Problem to solve => Return the count of lines in the records that include the string "overflow", and nothing besides it.

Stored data
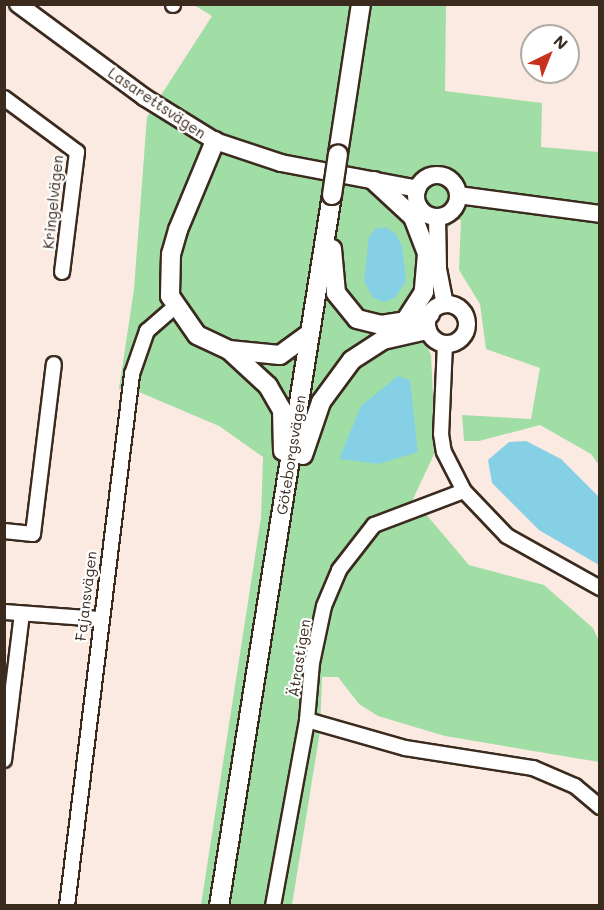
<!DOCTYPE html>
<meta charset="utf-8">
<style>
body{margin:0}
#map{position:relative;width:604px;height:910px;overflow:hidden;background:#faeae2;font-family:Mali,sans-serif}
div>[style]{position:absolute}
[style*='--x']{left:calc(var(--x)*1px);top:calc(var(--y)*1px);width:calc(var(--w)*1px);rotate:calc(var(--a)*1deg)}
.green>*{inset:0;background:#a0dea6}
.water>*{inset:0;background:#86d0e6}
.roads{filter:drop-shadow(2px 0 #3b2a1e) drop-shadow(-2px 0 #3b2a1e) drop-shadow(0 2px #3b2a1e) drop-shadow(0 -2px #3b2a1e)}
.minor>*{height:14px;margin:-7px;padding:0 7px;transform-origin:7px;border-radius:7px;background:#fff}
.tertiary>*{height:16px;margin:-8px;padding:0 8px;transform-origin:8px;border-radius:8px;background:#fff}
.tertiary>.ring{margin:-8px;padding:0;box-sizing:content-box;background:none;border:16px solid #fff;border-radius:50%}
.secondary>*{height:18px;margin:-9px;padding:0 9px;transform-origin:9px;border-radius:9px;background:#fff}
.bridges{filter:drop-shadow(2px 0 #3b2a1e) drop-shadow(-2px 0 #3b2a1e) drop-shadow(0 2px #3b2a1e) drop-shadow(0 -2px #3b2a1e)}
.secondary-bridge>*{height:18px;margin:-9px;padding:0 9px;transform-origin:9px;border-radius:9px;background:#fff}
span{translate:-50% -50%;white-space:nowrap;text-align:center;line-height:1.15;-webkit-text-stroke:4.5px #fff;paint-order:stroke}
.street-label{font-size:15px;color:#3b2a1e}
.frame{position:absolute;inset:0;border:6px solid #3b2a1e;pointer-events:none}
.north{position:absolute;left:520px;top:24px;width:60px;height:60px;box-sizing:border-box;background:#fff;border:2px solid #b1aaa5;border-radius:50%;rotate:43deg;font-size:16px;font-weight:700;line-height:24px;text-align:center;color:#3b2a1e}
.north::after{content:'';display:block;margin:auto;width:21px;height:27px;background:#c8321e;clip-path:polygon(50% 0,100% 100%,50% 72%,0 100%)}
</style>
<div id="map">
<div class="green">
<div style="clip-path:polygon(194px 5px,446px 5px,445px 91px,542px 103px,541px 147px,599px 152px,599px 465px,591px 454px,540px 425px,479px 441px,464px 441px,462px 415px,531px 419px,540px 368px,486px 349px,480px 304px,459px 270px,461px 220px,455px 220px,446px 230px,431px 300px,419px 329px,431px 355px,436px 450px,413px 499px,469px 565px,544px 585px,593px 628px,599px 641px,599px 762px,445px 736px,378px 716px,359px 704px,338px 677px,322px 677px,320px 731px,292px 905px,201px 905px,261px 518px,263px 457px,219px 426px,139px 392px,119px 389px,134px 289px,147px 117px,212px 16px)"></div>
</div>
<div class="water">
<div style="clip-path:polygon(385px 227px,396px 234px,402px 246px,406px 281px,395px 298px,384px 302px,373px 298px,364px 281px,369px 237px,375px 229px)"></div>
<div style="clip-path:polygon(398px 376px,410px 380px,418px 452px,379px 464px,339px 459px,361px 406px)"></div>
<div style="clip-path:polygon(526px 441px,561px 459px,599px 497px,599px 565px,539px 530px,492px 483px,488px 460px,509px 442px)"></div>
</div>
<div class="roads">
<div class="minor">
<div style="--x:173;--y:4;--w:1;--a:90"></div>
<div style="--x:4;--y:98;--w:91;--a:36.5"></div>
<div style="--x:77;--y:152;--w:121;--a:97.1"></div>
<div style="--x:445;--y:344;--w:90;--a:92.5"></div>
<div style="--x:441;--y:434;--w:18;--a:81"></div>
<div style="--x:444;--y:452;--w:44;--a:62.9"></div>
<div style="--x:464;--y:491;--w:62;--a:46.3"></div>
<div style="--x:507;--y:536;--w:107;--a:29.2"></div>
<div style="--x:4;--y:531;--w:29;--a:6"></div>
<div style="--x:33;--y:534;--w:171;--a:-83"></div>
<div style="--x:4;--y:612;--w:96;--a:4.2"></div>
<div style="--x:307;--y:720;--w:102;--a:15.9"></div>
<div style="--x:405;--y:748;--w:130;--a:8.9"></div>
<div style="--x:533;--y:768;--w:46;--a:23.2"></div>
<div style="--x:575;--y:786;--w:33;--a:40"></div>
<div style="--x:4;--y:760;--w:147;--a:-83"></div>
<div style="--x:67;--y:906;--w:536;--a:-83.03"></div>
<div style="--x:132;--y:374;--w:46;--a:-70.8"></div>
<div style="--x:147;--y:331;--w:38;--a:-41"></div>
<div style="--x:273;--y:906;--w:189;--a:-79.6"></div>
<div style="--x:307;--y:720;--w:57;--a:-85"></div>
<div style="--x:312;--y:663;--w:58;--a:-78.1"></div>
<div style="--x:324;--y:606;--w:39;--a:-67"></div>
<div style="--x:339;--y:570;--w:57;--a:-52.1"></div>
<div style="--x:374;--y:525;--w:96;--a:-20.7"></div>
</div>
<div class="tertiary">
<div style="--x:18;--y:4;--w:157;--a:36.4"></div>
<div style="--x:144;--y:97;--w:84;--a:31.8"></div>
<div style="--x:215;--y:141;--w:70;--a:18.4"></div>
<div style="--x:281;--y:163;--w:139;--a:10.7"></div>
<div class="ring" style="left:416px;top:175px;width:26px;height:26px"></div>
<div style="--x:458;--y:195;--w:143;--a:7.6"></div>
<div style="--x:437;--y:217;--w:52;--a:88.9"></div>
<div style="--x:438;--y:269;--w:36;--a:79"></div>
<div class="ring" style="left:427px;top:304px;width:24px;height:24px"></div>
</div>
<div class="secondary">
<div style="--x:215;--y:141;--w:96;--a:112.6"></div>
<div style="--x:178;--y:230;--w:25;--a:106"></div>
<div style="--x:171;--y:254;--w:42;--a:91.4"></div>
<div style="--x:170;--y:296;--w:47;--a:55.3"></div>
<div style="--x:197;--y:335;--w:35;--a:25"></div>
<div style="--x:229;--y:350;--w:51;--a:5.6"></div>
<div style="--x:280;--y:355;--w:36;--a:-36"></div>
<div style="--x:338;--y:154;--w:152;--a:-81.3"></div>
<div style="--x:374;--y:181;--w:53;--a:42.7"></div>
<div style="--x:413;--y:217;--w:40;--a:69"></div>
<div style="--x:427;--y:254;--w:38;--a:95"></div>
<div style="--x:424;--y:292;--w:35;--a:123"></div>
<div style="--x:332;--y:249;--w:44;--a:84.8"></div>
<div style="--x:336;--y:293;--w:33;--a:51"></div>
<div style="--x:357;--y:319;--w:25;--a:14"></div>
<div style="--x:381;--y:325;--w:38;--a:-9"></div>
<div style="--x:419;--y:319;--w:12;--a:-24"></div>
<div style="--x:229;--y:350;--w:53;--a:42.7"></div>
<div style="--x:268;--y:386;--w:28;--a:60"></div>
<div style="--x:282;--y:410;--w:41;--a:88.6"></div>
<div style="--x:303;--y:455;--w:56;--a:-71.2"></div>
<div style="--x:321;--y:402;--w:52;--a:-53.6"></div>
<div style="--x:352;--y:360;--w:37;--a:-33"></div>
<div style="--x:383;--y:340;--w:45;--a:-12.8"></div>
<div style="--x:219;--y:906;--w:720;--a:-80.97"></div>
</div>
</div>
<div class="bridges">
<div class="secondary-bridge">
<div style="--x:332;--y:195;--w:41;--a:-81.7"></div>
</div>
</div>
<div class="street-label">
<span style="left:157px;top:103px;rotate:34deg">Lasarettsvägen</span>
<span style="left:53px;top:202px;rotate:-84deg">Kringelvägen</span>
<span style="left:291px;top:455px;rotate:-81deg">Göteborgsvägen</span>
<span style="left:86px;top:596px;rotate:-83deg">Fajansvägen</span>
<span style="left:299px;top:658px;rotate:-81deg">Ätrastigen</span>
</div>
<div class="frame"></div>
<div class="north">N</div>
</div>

* * *

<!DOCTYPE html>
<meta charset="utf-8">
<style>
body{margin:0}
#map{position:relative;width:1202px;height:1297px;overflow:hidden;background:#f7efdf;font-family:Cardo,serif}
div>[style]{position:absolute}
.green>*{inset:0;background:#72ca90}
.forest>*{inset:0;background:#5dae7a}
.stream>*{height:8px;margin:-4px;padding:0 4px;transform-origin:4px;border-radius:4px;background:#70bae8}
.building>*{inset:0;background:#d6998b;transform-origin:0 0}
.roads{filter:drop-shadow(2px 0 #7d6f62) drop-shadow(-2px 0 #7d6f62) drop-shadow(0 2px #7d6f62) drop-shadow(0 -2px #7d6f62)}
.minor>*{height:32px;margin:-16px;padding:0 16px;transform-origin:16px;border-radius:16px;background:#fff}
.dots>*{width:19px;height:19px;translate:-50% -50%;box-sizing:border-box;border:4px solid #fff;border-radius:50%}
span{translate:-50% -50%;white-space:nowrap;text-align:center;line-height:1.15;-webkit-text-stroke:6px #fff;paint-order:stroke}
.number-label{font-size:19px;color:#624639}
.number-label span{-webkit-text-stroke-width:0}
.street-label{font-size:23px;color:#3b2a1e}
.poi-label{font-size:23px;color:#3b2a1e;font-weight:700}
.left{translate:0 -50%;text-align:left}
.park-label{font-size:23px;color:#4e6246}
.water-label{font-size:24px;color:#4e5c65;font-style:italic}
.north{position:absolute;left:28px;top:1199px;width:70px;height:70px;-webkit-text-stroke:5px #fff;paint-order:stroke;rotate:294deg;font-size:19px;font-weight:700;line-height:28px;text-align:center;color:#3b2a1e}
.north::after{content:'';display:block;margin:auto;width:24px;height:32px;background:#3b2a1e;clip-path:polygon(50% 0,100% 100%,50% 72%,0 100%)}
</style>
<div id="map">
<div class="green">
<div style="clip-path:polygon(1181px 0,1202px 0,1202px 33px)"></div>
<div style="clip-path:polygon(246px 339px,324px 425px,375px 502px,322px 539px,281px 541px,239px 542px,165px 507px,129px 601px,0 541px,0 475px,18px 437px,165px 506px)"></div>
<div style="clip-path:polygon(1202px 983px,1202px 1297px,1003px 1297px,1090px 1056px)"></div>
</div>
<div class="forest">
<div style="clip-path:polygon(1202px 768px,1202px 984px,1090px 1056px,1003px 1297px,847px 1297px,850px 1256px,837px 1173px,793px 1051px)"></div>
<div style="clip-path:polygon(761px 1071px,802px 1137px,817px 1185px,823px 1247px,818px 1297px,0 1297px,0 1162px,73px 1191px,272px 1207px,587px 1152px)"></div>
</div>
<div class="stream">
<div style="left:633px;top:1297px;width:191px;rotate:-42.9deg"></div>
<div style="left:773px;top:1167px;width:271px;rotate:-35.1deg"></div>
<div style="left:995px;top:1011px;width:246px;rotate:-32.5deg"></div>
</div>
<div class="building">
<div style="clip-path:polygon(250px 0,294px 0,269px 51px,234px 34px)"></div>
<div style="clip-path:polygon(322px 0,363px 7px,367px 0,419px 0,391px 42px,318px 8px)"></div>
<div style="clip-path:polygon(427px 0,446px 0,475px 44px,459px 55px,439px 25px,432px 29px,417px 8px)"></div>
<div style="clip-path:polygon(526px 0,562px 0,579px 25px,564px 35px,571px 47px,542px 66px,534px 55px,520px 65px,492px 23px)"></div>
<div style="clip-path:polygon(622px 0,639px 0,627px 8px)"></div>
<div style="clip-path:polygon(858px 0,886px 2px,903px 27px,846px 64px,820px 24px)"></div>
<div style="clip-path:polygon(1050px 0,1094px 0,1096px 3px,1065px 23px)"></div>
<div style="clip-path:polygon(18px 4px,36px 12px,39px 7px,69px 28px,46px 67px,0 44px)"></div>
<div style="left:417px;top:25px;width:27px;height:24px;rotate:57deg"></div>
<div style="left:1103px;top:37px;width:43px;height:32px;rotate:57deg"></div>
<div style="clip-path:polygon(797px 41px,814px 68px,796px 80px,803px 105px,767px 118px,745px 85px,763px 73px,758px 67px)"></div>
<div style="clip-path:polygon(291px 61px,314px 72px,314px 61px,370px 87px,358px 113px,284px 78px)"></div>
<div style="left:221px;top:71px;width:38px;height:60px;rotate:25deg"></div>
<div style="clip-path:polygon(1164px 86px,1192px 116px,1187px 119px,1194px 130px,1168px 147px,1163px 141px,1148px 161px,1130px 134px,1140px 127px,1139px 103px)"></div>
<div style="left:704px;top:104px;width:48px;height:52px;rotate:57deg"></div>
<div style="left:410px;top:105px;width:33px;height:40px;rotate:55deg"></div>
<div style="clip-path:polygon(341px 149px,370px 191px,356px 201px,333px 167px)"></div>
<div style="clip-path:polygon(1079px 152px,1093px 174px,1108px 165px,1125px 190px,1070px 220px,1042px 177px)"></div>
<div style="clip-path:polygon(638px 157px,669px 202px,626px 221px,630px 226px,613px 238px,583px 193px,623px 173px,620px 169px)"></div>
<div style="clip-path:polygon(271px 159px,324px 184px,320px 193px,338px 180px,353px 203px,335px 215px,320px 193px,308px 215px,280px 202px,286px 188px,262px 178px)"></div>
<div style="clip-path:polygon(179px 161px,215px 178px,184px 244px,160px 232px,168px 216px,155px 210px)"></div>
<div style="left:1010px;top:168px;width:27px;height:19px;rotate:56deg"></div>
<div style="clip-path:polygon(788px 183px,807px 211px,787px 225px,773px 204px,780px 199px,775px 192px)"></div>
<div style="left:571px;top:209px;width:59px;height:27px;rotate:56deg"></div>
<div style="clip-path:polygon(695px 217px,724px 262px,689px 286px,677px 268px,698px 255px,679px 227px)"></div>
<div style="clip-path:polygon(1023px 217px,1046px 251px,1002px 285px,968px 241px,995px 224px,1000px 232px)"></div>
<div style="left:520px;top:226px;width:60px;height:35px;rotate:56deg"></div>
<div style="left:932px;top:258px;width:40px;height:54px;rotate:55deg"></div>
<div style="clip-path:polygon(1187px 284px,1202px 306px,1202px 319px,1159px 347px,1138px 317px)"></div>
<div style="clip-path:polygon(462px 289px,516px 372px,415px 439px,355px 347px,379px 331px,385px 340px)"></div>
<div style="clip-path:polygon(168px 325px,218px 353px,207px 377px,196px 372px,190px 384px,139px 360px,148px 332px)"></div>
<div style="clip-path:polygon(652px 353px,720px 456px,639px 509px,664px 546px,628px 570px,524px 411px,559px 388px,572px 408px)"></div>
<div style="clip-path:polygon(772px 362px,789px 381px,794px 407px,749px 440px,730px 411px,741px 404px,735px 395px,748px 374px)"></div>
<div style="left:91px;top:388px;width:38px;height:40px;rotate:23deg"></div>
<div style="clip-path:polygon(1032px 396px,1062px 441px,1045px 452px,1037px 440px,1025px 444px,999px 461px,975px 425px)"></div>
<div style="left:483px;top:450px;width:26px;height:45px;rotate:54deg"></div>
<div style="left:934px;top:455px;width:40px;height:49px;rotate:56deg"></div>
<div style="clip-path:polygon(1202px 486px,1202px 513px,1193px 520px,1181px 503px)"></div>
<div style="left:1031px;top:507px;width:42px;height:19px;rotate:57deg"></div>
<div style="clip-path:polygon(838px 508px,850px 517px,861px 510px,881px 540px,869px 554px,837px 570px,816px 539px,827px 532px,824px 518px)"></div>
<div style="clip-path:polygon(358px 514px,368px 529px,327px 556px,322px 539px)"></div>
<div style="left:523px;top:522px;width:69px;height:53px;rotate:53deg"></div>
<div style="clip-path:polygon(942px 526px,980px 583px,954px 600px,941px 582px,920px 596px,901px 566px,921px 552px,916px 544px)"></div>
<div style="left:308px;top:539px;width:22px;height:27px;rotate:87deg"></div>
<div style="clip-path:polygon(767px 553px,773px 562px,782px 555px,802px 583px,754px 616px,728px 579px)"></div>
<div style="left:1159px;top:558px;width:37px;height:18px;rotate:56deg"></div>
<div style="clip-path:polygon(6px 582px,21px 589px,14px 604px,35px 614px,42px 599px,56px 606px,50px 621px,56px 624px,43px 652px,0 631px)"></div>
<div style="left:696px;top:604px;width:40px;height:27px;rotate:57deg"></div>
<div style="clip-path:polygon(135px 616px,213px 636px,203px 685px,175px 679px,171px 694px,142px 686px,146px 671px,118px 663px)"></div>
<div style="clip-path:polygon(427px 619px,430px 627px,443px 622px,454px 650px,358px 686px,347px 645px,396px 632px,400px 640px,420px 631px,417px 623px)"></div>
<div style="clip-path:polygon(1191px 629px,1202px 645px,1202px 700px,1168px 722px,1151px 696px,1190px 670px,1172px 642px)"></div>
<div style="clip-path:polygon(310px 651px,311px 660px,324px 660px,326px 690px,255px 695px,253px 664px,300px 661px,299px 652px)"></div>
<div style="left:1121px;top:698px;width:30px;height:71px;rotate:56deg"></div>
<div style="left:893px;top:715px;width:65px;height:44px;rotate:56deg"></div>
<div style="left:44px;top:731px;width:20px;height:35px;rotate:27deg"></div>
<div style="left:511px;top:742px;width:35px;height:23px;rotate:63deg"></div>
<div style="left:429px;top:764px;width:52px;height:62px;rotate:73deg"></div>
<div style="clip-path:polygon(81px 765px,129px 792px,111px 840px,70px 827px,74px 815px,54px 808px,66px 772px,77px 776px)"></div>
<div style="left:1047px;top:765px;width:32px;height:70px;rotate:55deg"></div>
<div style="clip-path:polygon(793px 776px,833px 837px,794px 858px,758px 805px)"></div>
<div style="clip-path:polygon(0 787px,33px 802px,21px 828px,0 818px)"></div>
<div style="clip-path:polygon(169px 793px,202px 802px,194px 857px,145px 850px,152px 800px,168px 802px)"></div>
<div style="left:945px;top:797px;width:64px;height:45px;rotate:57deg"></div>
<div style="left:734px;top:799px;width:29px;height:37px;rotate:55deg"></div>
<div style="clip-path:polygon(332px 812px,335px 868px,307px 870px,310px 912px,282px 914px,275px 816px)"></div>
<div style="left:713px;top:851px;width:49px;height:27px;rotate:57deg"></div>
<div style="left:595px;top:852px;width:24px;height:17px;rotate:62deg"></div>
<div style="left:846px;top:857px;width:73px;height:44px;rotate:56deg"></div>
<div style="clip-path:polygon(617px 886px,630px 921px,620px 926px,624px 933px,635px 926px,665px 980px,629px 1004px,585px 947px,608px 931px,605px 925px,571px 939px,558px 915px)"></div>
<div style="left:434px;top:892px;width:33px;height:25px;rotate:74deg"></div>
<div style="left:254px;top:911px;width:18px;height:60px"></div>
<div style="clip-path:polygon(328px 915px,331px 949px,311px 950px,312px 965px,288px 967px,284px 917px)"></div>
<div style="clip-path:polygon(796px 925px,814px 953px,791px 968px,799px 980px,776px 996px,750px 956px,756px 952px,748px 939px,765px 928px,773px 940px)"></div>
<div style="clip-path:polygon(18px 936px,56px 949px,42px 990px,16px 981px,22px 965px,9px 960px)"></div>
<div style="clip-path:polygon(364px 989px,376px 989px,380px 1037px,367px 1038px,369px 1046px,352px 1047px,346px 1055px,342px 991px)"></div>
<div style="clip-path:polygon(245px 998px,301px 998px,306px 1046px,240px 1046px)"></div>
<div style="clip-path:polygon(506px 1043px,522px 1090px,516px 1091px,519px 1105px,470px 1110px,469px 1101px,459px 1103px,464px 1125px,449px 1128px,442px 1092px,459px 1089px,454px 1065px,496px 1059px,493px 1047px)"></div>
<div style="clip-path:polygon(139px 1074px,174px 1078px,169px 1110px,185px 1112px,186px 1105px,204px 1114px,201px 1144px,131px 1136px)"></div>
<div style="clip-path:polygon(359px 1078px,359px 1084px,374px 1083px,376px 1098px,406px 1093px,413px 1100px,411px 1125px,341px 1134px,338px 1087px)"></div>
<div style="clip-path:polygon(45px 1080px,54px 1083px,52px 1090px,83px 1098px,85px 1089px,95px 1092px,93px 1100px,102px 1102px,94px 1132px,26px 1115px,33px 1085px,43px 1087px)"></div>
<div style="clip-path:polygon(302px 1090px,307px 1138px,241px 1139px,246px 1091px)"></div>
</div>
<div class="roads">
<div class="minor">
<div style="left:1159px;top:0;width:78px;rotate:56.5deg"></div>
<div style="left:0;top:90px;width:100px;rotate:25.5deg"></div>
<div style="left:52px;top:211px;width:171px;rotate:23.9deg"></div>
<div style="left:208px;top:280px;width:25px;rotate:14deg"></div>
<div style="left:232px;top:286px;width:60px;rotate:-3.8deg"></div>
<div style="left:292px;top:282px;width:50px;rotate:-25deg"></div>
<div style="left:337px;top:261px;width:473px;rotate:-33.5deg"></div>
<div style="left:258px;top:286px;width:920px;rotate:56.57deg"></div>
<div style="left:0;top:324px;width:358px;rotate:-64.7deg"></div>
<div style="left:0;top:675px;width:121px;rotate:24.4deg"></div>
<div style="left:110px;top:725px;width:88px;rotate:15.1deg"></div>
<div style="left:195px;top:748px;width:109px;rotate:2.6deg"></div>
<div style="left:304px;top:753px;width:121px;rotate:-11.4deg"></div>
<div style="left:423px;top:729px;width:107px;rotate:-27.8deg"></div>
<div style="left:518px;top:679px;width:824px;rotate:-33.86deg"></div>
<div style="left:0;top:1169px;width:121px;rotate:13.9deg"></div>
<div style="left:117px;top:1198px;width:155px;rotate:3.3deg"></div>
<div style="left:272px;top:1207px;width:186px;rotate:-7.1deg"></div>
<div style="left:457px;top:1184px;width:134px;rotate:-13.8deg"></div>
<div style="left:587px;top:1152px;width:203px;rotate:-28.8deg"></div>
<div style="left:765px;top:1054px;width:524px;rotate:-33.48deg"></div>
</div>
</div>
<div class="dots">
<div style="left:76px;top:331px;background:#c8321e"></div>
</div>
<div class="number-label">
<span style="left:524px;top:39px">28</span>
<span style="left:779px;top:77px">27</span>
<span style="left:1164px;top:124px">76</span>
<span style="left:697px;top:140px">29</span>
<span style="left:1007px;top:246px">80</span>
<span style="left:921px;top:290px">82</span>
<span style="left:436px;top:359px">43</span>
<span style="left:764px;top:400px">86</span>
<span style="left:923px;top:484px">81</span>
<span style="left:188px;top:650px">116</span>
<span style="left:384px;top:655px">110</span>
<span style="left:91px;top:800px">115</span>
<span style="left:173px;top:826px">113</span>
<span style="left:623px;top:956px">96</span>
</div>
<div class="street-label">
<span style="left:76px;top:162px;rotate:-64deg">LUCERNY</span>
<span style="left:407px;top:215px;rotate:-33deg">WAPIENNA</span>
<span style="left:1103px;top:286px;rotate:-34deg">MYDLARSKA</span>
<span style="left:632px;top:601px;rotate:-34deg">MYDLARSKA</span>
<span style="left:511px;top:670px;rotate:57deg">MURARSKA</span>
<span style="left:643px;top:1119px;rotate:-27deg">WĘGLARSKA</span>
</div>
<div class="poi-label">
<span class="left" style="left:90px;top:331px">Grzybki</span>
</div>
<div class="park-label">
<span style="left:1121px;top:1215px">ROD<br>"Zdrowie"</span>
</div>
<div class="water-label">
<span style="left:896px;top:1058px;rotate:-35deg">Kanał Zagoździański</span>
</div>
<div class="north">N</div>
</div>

Written response => 2